|
It's worth noting that you can solve these linear recurrences, `x(t) = a(t)x(t-1) + b(t)`, using a single parallel prefix sum where the elements are the input tuples `(a(t), b(t))`. The following operator called `combine` works. It's associative over these tuples; the final result will be the final value of the second component. Altogether, this gives you O(n) work and O(log n) span, but using just a single parallel prefix kernel, which may be more efficient in practice. combine ((a1, b1), (a2, b2)) = (a1 * a2, b1 * a2 + b2)

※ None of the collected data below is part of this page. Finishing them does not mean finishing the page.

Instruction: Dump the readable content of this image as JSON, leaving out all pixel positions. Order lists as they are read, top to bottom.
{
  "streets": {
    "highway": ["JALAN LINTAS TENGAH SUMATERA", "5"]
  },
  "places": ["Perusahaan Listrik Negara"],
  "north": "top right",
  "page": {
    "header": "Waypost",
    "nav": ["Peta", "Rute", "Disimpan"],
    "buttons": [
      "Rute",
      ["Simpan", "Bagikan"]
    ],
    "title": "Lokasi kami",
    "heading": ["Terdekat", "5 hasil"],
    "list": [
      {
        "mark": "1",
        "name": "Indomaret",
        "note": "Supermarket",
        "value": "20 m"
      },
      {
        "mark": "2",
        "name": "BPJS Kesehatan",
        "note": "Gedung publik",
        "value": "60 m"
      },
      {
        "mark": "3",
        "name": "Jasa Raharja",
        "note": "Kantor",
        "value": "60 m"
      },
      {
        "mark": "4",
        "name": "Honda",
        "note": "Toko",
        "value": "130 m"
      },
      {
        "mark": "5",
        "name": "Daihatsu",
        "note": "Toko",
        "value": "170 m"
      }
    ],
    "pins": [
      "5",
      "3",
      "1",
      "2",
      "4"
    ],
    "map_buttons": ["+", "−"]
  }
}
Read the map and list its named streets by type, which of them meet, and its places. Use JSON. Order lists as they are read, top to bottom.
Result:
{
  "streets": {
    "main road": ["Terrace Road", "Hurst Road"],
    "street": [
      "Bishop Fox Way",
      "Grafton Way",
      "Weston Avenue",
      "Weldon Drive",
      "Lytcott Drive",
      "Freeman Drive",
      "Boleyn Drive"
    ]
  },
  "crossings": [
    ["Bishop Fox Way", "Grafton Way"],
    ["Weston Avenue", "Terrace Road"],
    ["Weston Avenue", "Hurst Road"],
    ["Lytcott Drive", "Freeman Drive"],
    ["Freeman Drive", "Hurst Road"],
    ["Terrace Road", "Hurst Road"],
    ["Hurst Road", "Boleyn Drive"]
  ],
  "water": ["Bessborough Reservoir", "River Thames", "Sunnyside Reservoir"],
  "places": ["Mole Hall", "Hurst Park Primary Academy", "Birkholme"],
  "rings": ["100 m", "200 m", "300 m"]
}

For example, here's a C++ implementation: https://github.com/MPLLang/parallel-ml-bench/blob/main/cpp/l... And, here's an implementation in a functional language: https://github.com/MPLLang/parallel-ml-bench/blob/main/mpl/b...I'm pretty sure this generalizes, too, to abstract multiplications and additions in any field (at first glance, seems like it should but I haven't done the formal proof yet). Anyway, it would be interesting to compare this against the solution in the arxiv paper. ---- EDIT: ah, good, this is already being discussed here: https://github.com/glassroom/heinsen_sequence/issues/1 And, for reference, I learned this algorithm from Guy Blelloch; see Sec 1.4.1 of https://www.cs.cmu.edu/~guyb/papers/Ble93.pdf |
But... I'm not sure 1 parallel scan with 2 floating-point mults and 1 sum per step is faster than 2 parallel scans with 1 sum per step. I don't know which is better in theory or in practice. And then, wouldn't we have to think about how to sidestep all the numerical issues with the cumulative products?
Or am I missing something?